Fed’s Jerome Powell: Cryptocurrency’s Influence on Monetary Policy is Small
Jerome Powell, the chairman of the FED (U.S. Federal Reserve) commented on inflation in the US, regulations, and the general digital assets space while testifying at Capitol Hill on cryptocurrency.
When asked by Rep. Warren Davidson from Ohio whether he thinks regulatory clarity in the sector could enhance innovation in the cryptocurrency market; he said that the token economy needs regulations for it to thrive.
He also believes that increased regulatory clarity in the nascent market is necessary to eliminate scams and fraudsters without suffocating the rate of innovation.
Rep. Davidson continued discussing inflation and how the FED plans to reach their 2% target. When asked if he could determine the level of variation for the anticipated inflation, Powell stated that 2% inflation is the FED’s primary objective that may change depending majorly on how the economy evolves. Bitcoin together with many other virtual currencies have pre-determined inflation rates that can never be increased.
For instance, in 2020, Bitcoin is scheduled to have an annual inflation rate of around 1.8% without fluctuations. Furthermore, the inflation rate is going to decrease even further in 2024. Later, Rep. Barry Loudermilk asked if the FED has taken any position with regards to the impact of cryptocurrency from a monetary policy perspective.
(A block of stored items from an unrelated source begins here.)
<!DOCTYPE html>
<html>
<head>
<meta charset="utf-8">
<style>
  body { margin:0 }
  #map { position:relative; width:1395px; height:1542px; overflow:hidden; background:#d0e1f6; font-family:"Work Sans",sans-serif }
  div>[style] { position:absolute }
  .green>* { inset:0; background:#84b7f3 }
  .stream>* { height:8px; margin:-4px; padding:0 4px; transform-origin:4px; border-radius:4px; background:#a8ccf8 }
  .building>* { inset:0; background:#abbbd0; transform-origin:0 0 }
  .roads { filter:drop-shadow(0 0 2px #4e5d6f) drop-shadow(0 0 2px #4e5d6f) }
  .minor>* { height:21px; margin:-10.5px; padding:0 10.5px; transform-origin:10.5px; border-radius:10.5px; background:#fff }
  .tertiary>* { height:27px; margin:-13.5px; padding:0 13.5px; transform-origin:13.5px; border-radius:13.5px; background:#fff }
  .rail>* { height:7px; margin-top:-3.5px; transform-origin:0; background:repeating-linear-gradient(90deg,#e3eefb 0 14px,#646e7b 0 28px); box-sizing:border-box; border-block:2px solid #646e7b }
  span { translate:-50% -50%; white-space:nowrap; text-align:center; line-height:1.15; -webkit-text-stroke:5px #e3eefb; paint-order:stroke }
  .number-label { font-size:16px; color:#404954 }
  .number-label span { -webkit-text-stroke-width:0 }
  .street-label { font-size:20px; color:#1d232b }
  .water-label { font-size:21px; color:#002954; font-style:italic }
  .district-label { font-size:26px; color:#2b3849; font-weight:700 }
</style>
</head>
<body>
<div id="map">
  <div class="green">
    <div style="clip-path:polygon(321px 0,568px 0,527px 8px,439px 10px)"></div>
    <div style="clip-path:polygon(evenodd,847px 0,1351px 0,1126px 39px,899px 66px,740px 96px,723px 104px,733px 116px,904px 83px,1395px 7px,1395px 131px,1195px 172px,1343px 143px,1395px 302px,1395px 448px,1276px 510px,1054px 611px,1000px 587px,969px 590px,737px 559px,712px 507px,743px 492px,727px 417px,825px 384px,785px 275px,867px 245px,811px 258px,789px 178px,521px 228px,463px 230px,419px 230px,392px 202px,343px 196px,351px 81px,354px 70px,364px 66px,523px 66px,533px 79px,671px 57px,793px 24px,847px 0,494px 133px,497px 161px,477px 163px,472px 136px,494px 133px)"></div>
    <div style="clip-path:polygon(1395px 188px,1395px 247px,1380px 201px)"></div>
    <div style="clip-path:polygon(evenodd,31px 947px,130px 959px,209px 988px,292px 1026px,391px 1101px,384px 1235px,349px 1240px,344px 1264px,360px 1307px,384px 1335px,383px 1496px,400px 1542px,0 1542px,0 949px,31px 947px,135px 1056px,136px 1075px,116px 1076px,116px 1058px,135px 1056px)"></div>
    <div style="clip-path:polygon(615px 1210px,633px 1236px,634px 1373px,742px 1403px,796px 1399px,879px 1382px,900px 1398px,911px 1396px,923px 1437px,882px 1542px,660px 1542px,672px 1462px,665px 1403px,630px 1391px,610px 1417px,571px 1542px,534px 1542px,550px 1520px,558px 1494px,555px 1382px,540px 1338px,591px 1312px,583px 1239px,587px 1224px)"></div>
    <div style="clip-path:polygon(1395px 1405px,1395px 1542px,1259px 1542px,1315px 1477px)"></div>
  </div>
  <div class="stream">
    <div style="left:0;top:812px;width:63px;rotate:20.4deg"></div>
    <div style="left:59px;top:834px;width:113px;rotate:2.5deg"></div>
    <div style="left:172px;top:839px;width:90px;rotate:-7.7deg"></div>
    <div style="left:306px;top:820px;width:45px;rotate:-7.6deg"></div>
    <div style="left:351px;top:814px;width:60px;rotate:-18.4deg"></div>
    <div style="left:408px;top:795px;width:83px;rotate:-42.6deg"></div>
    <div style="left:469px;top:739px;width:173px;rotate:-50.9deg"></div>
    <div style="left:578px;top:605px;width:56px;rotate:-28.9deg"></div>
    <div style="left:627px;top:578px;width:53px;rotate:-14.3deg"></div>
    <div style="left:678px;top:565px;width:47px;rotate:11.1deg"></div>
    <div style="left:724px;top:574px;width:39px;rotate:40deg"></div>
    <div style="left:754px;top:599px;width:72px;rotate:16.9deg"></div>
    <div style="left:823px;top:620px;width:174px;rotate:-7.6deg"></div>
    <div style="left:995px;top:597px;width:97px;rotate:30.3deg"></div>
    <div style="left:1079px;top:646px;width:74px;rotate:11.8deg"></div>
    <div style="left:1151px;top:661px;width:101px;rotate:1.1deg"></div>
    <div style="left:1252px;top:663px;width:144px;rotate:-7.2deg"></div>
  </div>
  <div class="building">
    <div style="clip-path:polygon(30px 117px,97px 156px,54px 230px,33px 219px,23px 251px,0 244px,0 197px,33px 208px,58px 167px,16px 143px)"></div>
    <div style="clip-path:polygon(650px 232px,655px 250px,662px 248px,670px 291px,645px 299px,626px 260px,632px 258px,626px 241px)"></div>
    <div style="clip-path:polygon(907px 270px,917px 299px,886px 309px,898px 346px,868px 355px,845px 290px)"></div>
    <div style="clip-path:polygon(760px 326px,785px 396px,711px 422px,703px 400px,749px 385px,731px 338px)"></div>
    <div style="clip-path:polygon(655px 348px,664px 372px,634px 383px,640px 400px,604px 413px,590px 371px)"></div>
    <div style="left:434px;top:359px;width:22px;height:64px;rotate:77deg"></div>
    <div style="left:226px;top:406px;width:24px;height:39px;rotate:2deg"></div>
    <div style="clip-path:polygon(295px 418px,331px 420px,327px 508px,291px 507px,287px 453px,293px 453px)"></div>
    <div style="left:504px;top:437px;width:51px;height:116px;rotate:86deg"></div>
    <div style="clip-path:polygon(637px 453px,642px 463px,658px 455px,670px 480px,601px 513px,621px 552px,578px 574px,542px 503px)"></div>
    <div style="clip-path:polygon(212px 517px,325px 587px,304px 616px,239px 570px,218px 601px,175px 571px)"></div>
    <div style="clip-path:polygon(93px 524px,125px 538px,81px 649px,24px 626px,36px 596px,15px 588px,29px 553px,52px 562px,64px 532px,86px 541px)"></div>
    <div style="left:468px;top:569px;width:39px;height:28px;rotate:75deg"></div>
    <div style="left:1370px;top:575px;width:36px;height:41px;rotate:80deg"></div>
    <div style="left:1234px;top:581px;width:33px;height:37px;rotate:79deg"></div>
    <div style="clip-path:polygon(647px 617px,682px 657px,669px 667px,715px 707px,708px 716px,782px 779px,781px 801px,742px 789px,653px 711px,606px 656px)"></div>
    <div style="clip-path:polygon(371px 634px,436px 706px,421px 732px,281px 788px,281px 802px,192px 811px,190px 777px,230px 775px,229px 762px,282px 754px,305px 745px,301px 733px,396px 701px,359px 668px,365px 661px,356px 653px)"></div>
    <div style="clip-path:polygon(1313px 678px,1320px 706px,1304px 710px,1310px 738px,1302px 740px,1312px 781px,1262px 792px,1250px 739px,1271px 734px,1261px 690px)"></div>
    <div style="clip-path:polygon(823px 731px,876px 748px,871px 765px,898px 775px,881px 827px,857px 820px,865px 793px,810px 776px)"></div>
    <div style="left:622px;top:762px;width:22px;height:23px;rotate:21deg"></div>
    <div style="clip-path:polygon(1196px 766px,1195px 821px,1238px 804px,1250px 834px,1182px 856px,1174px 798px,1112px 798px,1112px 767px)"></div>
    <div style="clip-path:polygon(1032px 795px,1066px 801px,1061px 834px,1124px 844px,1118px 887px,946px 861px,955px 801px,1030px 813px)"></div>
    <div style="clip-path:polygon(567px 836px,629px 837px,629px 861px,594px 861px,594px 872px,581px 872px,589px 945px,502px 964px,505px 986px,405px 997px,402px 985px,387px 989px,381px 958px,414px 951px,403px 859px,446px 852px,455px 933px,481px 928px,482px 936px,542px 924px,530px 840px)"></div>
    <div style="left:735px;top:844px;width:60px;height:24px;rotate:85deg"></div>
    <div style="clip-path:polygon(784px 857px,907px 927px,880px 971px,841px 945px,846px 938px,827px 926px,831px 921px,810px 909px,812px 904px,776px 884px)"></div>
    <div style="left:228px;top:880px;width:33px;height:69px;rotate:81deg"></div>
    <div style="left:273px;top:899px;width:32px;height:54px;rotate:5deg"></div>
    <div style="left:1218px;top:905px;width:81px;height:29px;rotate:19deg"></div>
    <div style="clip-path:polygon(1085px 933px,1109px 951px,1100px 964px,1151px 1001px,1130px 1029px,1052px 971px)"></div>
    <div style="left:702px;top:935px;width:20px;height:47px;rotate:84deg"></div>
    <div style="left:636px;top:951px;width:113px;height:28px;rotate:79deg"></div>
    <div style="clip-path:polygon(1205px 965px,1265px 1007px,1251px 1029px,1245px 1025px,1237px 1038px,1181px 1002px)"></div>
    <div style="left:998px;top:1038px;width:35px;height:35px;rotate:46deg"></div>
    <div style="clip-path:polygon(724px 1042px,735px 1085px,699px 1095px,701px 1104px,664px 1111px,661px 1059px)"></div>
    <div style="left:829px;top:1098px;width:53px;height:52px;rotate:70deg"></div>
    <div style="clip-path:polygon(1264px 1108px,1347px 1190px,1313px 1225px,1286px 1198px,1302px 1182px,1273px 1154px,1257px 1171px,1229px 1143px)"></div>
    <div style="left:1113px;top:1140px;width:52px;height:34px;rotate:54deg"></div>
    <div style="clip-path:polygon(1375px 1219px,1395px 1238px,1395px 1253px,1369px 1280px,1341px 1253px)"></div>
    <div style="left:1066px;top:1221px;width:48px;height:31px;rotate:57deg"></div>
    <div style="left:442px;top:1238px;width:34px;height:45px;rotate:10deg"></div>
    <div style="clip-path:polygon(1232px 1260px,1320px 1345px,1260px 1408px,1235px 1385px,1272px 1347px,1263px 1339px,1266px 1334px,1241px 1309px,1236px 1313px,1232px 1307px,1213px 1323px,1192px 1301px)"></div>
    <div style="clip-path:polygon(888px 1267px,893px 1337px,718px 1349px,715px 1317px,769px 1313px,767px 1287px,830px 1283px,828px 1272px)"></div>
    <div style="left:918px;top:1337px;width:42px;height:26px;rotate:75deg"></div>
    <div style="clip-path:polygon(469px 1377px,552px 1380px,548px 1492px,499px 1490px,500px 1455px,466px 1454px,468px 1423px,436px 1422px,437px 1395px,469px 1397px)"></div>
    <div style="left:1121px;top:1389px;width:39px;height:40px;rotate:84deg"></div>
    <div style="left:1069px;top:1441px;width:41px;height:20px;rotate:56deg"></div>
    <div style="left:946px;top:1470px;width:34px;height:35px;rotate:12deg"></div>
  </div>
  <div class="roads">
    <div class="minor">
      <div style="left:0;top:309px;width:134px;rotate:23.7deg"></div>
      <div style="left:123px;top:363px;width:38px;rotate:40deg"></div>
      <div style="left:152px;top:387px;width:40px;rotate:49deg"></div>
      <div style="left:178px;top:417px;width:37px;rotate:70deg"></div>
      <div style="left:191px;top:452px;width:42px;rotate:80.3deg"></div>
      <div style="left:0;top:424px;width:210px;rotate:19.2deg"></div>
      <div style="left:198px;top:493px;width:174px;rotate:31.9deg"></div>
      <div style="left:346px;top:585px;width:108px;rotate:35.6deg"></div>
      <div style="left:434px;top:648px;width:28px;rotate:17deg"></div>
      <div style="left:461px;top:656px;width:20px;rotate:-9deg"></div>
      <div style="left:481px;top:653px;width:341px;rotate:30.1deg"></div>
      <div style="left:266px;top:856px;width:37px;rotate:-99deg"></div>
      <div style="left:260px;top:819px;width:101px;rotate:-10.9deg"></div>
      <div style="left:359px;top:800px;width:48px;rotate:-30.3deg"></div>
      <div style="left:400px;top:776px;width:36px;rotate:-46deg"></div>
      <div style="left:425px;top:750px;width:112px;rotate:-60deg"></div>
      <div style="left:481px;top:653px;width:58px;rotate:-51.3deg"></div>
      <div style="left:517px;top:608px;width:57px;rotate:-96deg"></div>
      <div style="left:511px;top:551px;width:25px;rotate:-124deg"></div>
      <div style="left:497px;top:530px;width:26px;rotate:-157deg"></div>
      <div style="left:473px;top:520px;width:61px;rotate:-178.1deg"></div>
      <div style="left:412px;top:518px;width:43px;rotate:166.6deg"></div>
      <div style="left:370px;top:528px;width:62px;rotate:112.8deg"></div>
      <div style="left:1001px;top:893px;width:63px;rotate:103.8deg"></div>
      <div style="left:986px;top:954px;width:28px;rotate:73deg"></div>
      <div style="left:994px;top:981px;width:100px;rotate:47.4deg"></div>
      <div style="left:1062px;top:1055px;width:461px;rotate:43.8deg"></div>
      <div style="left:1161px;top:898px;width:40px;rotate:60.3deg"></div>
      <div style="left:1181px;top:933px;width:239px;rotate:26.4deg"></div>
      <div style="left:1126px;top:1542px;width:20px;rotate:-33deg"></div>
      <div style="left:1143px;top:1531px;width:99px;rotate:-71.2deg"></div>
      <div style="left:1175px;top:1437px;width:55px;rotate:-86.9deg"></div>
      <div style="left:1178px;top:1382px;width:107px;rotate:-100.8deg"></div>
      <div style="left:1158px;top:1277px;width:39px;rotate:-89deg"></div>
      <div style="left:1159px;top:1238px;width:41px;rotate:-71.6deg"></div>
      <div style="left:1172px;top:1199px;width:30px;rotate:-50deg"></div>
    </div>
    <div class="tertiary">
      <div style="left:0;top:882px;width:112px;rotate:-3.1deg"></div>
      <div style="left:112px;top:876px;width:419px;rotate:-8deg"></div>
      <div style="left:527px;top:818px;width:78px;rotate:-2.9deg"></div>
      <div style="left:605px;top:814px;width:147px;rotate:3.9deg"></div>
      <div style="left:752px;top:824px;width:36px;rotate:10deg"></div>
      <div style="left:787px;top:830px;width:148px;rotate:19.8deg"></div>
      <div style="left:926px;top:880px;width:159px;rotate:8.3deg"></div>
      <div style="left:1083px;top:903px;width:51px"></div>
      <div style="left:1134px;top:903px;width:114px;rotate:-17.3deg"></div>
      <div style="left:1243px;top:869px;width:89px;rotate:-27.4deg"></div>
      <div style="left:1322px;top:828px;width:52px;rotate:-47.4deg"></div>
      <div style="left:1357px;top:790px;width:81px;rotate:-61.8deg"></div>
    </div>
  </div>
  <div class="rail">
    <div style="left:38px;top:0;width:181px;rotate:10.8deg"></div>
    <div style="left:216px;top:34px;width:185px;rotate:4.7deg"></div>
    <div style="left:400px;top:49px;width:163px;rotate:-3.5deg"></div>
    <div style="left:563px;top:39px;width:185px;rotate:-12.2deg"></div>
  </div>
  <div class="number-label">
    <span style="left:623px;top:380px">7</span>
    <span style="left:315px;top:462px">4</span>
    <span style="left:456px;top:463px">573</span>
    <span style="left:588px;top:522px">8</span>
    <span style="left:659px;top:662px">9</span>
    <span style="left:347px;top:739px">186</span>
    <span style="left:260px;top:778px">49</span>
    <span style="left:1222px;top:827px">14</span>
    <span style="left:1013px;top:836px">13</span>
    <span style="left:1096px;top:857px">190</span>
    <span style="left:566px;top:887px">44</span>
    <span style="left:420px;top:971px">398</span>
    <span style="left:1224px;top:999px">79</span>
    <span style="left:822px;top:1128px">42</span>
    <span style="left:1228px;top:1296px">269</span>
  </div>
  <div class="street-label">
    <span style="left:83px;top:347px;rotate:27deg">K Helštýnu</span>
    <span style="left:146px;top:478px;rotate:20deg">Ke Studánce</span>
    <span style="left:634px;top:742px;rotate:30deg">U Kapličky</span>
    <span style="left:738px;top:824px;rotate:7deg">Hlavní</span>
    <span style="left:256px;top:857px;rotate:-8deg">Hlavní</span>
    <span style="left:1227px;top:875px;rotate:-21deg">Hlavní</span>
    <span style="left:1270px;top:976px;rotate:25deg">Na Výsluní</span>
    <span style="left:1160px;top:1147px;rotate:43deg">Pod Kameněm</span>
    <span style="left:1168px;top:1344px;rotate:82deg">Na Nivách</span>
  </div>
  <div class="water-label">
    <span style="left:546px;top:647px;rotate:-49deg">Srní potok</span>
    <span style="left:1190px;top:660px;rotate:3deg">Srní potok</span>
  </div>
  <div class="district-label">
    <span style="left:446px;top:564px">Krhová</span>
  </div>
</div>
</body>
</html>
In response, Powell said that he believes that the digital currencies do not have a significant effect on the monetary policy in the short term. The reason why the effect is considered minimal is that people are currently not using these tokens for making purchases in the economy.
Furthermore, the cryptocurrencies were initially designed to become a store of value for some individuals and investors. Since the digital currencies have not yet broken into the mainstream economy, they pose no significant effect on the direction that the inflation rates of the American and global economies take. Since the tokens are highly volatile, they have not attracted many investors.